Mariana reagiu com atraso, tocou o rosto formigando e arregalou os olhos, incrédula: — Inês, você se atreveu a me bater? Você realmente se atreveu a me bater?!!
Ela ficou tão brava que seus olhos avermelharam.
Partiu para cima de Inês, mas foi segurada a tempo pelos funcionários da loja.
— Inês! Eu falei alguma mentira? Você é uma órfã que ninguém quis! Só teve uma família porque encontrou meu irmão! E essa sua irmã não é também uma órfã do abrigo que ninguém quis? Onde foi que eu errei?
— Você se atreveu a me bater! Você realmente teve a coragem! Vou contar para o meu irmão, vou fazer meu irmão se divorciar de você!
— Julieta, liga pro meu irmão, manda ele vir aqui ver a verdadeira face da Inês!
Julieta nunca imaginou que Inês, com aquele temperamento submisso, teria coragem de levantar a mão para Mariana.

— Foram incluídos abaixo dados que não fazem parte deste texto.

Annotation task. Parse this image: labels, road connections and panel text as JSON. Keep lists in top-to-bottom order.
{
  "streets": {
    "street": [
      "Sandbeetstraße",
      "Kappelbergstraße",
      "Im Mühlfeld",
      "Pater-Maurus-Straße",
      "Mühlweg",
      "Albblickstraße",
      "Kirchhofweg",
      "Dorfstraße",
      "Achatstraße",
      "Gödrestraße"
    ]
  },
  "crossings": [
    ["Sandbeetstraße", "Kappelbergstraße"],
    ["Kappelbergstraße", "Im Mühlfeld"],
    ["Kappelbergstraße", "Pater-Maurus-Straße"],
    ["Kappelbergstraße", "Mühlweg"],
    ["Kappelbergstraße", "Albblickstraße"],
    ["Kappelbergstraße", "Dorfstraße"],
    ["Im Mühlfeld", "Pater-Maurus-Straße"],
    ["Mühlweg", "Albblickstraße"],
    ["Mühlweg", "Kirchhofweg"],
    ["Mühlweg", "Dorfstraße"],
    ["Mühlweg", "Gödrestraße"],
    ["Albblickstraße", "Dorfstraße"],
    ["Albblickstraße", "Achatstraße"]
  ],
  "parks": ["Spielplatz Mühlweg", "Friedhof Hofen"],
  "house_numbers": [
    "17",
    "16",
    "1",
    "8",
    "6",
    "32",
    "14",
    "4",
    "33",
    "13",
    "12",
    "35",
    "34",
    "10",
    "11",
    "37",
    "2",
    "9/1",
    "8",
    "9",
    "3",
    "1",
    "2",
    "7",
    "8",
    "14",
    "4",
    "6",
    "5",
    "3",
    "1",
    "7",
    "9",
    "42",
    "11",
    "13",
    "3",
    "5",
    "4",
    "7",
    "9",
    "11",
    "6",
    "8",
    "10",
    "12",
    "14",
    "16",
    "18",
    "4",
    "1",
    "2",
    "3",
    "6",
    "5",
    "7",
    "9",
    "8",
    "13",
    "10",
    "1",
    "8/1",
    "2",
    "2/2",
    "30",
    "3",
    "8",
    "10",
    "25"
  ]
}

— Inês, você sabe muito bem que o Abel mima essa irmã mais do que tudo, por que você bateu nela? Peça desculpas à Mariana e eu falarei bem de você para o Abel.
— Sra. Rocha, eu não preciso da sua ajuda. — Inês olhou para Mariana, que gesticulava furiosamente. — Eu te dei moral demais no passado.
Julieta franziu a testa novamente: — Você tem noção do que está dizendo?
Inês nem se deu ao trabalho de olhar para ela; virou-se para Alice.
A expressão no rosto de Alice mudava rapidamente, do choque inicial para uma tristeza profunda.
Ela não sabia que a Inês tinha crescido num orfanato. Será que tudo o que ela disse antes sobre ser rica e ter uma família feliz tinha machucado a Inês?
— Alice, o que foi? — Inês achou que ela tinha ficado assustada com a cena.
Alice disse de repente: — Desculpa, minha linda.
— O quê? — Inês viu o bico que ela fez, com uma cara de choro.
— Eu não sabia que você era... — Ela não quis dizer a palavra, e balançou a cabeça.
Inês entendeu.
Ela estava sendo acolhida.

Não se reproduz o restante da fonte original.